Franck objects to the notion of a "philosophically objective value" then claims such requires "virtual omniscience." He also claims that "social harmony and political peace" would, according to Rand, require "a world in which interpersonal conflicts do not exist." However, one can have the former even without the latter...if rights (as Rand and Franck discuss them) are in place. With rights in place and strictly observed, real conflicts (between rational and irrational men) would not be the norm or even a significant factor in a free society. As Rand points out, any such people in conflict would go their own ways; the irrational could not impose their desires on their rational neighbors.
The whole thrust of Franck's argument is that rational people have conflicts in reality and that because of such inherent conflicts, rights are needed and are what create social harmony. In all the examples he cites, rational people must appeal to their ethics (and their extension in a social situation, rights) in deciding how to act in any given situation. Yet an objective ethics provides one and only one correct answer in any given context. If an ethics gave two, mutually exclusive answers in such a context, it would be no valid guide, at all. Franck's belief that conflicts among rational people exist in reality would lead to such a result. Franck's position would result in that "naturally occurring contradiction" which he states does not apply to people's interests (Section II.A). (Also confusing here is his distinction between "order" and "lawfulness." In one sentence he says the laws of nature tend to disorder. In the next, he talks of "ordered nature." Cf also his rejection of "conflicts" as "naturally occurring contradictions" in Sec. II.A with his statement that such conflicts are "metaphysical" in IV.C.)

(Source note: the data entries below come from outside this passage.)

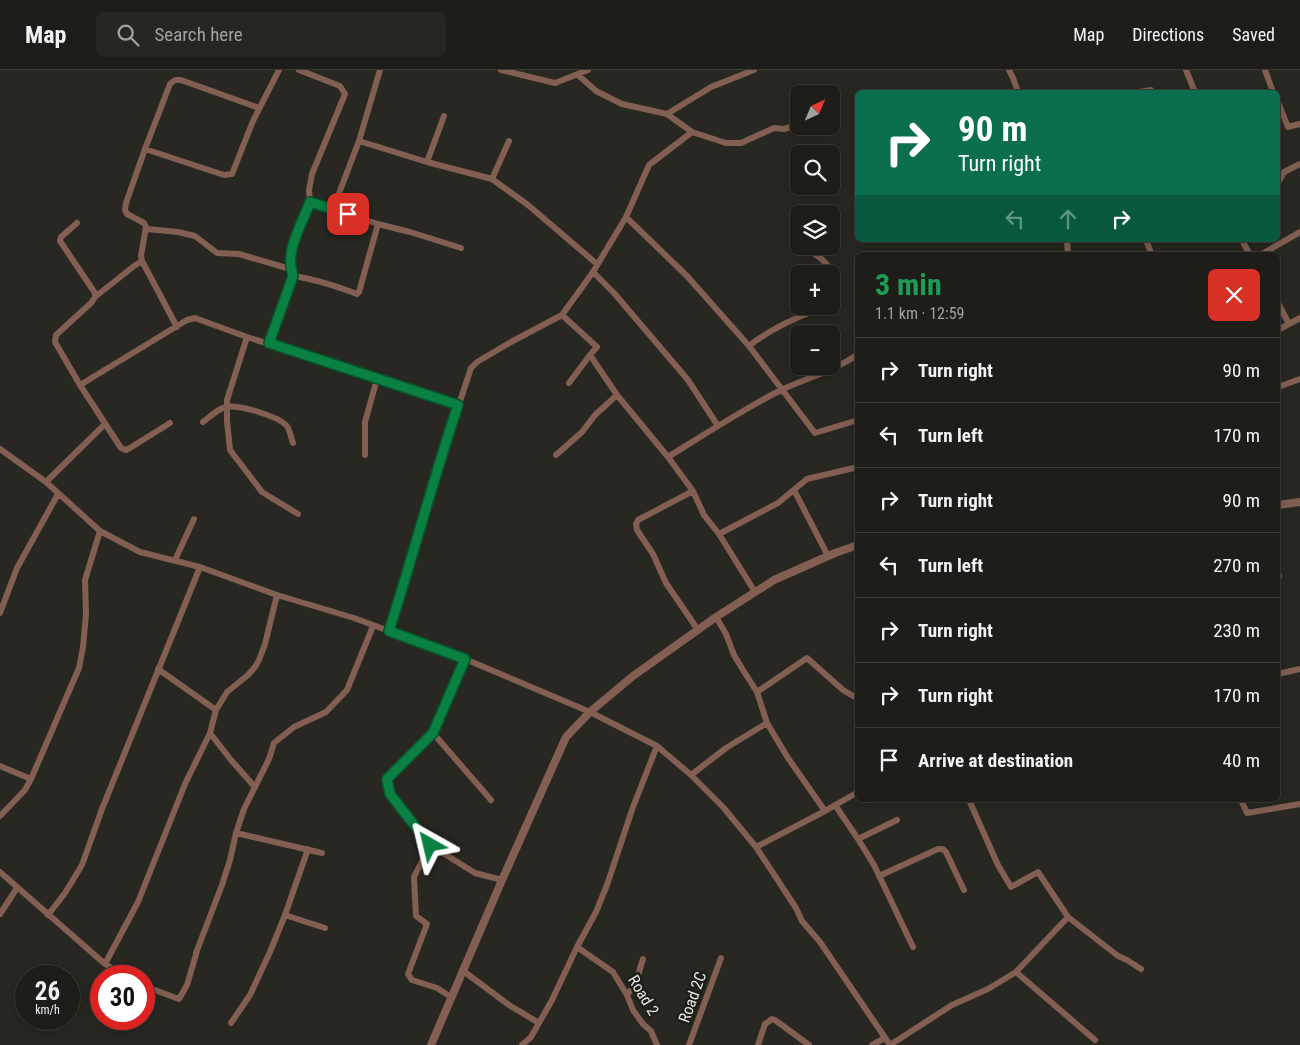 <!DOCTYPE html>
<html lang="en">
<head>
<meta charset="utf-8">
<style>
  :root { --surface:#1e1d19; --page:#262622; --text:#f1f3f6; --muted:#a1a2a2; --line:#3c3b38 }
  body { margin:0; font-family:"Roboto Condensed",sans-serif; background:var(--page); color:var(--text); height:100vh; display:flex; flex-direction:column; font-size:19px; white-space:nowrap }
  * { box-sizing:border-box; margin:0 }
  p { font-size:16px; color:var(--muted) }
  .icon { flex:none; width:28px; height:28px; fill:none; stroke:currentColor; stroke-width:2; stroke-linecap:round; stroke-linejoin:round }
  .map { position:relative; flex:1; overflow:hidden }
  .sheet { position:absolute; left:855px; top:182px; width:425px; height:550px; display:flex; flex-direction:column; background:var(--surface); border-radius:8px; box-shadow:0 2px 12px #0003,0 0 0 1px var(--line) }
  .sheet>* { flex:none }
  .guide { position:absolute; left:855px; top:20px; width:425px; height:152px; border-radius:8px; box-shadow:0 2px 12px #0003,0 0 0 1px var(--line); background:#0b6e4f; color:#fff; overflow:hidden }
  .needle { width:32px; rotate:44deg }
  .controls { position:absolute; left:790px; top:15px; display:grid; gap:10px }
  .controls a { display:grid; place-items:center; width:50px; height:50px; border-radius:8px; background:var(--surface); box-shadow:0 2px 12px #0003,0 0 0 1px var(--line); font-size:25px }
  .speed { position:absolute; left:15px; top:895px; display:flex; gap:10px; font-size:25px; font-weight:700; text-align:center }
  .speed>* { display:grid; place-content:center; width:65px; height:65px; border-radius:50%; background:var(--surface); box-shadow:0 2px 12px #0003,0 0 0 1px var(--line); line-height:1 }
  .speed small { font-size:12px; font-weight:400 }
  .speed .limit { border:8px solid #d22; background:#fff; color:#111 }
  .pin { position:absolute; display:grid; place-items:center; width:42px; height:42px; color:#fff; margin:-21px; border-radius:10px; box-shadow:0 2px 8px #0006 }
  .me { position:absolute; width:55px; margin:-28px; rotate:323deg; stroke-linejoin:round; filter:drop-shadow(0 0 4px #0008) }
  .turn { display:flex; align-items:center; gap:18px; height:105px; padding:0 20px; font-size:22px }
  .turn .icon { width:65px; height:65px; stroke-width:2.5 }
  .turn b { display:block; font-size:35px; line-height:42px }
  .lanes { display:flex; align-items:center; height:48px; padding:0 20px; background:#0003; justify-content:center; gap:25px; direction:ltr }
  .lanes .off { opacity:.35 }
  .round { display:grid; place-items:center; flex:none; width:52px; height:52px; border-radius:8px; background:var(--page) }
  .head { display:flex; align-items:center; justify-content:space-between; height:85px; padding:0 20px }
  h1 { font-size:30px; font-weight:700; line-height:38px; color:#1e9e55 }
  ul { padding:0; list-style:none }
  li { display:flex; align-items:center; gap:15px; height:65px; padding:0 20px; border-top:1px solid var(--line) }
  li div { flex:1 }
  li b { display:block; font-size:19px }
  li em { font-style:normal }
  header { display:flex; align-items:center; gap:30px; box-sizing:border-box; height:70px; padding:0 25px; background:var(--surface); border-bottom:1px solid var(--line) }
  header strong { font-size:24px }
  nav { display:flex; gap:28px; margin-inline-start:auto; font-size:18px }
  .search { width:350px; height:45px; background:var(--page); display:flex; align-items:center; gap:12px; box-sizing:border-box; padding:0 18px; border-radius:8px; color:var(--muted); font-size:19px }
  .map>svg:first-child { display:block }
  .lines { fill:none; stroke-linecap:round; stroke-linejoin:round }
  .minor { stroke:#825f52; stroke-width:6 }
  .tertiary { stroke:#825f52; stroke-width:8 }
  .route-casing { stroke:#07532c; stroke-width:12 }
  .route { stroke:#0b8043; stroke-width:9 }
  .labels { text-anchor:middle; stroke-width:5; stroke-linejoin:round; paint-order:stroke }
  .street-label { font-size:16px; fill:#e9e8e4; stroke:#1e1d18 }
</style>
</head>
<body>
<header>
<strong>Map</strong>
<div class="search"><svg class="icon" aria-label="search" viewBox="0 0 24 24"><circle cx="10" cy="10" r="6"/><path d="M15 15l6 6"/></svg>Search here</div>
<nav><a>Map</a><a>Directions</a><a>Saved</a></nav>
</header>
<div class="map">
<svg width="1300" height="975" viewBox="0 0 1300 975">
  <rect width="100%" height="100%" fill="#282721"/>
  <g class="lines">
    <path class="minor" d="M 501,0 L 555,13 L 588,0
      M 1009,0 L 1013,8 L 1018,22
      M 1186,0 L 1195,22
      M 1265,0 L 1273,22
      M 1139,22 L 1151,20
      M 1278,32 L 1288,57 L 1300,54
      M 667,44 L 711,17 L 754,0
      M 692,62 L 726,73 L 741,73 L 774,58 L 784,59 L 791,57 L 794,49
      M 359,71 L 427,92 L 492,109 L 528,135 L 597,194
      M 145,79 L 224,105 L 232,104 L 253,51 L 279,0
      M 427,92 L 444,46
      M 492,109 L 509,71
      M 1278,113 L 1284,102 L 1300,94
      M 310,132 L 378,154 L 410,162 L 461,178
      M 333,139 L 359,71 L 380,0
      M 626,147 L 687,206 L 749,276
      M 77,153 L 61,167 L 60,171 L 95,223 L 95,227
      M 147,159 L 178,162 L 195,166 L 217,183 L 239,184 L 290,199
      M 1067,170 L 1068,185
      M 1146,170 L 1152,185
      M 1242,170 L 1250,185
      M 813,178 L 813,183 C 827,192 832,198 834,215 L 831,219
      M 1260,185 L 1300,162
      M 142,191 L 134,196 L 95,227 L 91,233 L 56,265 L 55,272 L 80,315 L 121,378 L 126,380 L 130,378 L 170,353
      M 593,202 L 614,223 L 688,310 L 718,356
      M 293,206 C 315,209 336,216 357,224 L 359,222 L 378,154
      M 1278,233 L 1289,254
      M 818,236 L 814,241 C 790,250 769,260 749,276 L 815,363 L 858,350
      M 562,245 L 597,277 L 590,285
      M 177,257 L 142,191 L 141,186 L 146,157 L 144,153 L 127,144 L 125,140 L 126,133 L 145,79 L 170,14 L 175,10 L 181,10 L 259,38
      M 1278,260 L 1300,248
      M 247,267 L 227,330 L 227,351 L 230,380 L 262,422 L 298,444
      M 269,273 L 293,206 L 290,199 L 292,179 L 310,132 L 309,120 L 312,104 L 345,24 L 340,16 L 299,0
      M 569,313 L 590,285 L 617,325
      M 80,315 L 187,250 L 195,248 L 247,267 L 458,335
      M 1278,317 L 1300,309
      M 203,352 C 210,347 217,339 226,337 C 238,334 277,346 286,355 C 290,359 291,368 293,373
      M 0,379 L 46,412 L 100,461 L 140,482 L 200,497 L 277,525 L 354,548 L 465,589 L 590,642 L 657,676 L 691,705 L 723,737 L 756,777 L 796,838 L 802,851 L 820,872 L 890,975
      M 365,385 L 365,352 L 377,309
      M 556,385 L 582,362 L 595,345 L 617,325 L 668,387
      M 46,412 L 105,354
      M 794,420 L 828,486
      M 693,421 L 638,450 L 636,454 L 637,460 L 653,484 L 666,513 L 698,560
      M 719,464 L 778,433 L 807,409 L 858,397
      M 175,490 L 194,449
      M 1278,506 L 1279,506
      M 755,522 L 719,464 L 704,445 L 693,421 L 668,387 C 705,364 742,340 781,320 C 806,308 835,301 858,284
      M 0,543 L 17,498 L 58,424
      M 716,547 L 726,564 L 734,585 L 743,600 L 757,622 L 767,653 L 788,688 L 825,741
      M 389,561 L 411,492 L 428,428 L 471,298 L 477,292 L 511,272 L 562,245 L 593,202 L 626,147 L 649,95 L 692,62 L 667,44 L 622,34 L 596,21 L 578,5
      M 158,599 L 216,640
      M 1278,604 L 1300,599
      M 757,622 L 807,588 L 843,620 L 858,629
      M 210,663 L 231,690 L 254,716
      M 433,663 L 491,730
      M 0,696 L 31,709
      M 691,705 L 726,678 L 767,653
      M 969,730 L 998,795 L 1011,817 L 1038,802 L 1068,847 L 1118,886 L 1127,890 L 1141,899
      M 1241,730 L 1247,743 L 1300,734
      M 835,735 L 858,769 L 897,750
      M 0,746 L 25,720 L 31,709 L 79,598 L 83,577 L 86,544 L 85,510 L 100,461
      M 236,763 L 322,783
      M 858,769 L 874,795 L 913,877
      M 430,775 L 475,803 L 502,810
      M 756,777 L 825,741 L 858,722
      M 0,802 L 105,894 L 126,906
      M 879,806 L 938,779 L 943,779 L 946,782 L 964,820
      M 0,844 L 17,818
      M 48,845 L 65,823 L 82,795 L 102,739 L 200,497
      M 285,845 L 325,858
      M 577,877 L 613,902 L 627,925 L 633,940 L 643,954 L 651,961 L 657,975
      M 196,883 L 222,815 L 230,790 L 236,763 L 244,739 L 269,689 L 274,673 L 294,657 L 326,642 L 347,620 L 373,556
      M 105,894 L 138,832 L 185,714 L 210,663 L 216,640 L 227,622 L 248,605 L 255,597 L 259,590 L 265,574 L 277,525
      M 462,900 L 509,935 L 539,953
      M 1016,902 L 1095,970
      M 144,916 L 179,929 L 187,915 L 197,881
      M 627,925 L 635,915 L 643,889
      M 451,927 L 437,918 L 412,910 L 408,904 L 427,854 L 416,846 L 414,807 L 430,775 L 390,724 L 387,709 L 433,663 L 465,589
      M 231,953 L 250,925 L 270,882 L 285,845 L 308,779
      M 522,975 L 531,967 L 552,930 L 577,877 L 596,842 L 607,815 L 633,737 L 657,676
      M 689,975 L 721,888
      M 758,975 L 765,954 L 772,949 L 775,950 L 809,975
      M 872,975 L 885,968
      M 890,975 L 952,935 L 988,919 L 1016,902 L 1068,847"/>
    <path class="tertiary" d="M 1278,435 L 1300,432
      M 431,975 L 502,810 L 566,667 L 590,642 L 633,606 L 716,547 L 774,510 L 835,483 L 858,475"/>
  </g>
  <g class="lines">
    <g class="route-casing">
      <path id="route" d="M 348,144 L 310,132 C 302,154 284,182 293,206 L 269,273 L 458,335 C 433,410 413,486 389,561 L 465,589 L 433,663 L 387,709 L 390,724 L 430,775"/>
    </g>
    <use href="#route" class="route"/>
  </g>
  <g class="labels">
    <g class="street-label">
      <text transform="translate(644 925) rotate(59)" y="6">Road 2</text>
      <text transform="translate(692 927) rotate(-70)" y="6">Road 2C</text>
    </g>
  </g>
</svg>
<div class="controls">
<a><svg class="needle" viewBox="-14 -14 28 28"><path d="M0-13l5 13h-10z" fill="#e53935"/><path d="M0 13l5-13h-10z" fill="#a1a2a2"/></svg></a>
<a><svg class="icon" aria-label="search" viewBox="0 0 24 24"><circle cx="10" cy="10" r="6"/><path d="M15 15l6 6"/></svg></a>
<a><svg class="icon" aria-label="layers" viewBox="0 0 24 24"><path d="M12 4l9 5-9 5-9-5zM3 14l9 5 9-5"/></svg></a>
<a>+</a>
<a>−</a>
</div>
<div class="speed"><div>26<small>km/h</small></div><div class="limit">30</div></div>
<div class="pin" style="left:348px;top:144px;background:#d93025"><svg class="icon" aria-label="arrive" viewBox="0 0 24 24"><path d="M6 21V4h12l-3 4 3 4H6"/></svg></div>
<svg class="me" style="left:430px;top:775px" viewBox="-20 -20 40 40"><path d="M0-17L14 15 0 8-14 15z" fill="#0b8043" stroke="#fff" stroke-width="4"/></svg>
<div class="guide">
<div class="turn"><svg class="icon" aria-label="right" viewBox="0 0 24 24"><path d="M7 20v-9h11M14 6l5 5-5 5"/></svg><div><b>90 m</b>Turn right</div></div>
<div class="lanes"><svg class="icon off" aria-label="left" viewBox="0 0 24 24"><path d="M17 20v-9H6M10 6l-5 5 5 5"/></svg><svg class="icon off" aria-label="ahead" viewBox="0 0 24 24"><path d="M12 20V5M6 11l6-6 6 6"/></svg><svg class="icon" aria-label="right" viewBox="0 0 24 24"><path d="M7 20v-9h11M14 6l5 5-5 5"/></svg></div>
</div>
<section class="sheet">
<div class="head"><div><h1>3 min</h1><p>1.1 km · 12:59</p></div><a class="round" style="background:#d93025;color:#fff"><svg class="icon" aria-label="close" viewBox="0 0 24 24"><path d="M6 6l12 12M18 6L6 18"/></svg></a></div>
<ul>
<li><svg class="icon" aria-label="right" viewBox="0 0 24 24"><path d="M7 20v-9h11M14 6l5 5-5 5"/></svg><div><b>Turn right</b></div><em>90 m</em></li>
<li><svg class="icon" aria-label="left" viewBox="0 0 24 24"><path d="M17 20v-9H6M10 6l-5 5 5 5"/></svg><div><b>Turn left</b></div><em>170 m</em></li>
<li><svg class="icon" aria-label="right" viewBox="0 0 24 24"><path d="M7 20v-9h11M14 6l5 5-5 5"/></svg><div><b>Turn right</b></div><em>90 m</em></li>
<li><svg class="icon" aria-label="left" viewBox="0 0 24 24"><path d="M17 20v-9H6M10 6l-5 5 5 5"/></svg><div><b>Turn left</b></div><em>270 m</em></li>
<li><svg class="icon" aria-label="right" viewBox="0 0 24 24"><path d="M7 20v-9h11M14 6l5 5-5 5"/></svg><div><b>Turn right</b></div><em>230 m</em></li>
<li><svg class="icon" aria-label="right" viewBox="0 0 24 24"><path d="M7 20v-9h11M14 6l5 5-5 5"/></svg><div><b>Turn right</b></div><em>170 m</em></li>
<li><svg class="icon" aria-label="arrive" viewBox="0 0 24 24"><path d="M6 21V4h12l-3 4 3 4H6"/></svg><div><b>Arrive at destination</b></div><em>40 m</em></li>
</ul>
</section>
</div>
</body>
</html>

As for Franck's examples of jobs and romance, Rand covered his objections in her discussion of reality, context, responsibility, and effort. Given more space, I would discuss this in more detail. In lieu of that, I direct readers to her essay, "The 'Conflicts' of Men's Interests."
As Rand said, "A rational man knows that one does not live by means of 'luck,' 'breaks' or favors, that there is no such thing as an 'only chance' or a single opportunity, and that this is guaranteed precisely by the existence of competition. He does not regard any concrete, specific goal or value as irreplaceable. He knows that only persons are irreplaceable -- only those one loves." ("TCMI," p. 55.)..."All of the above applies only to the relationships among rational men and only to a free society." (Ibid, p. 56.)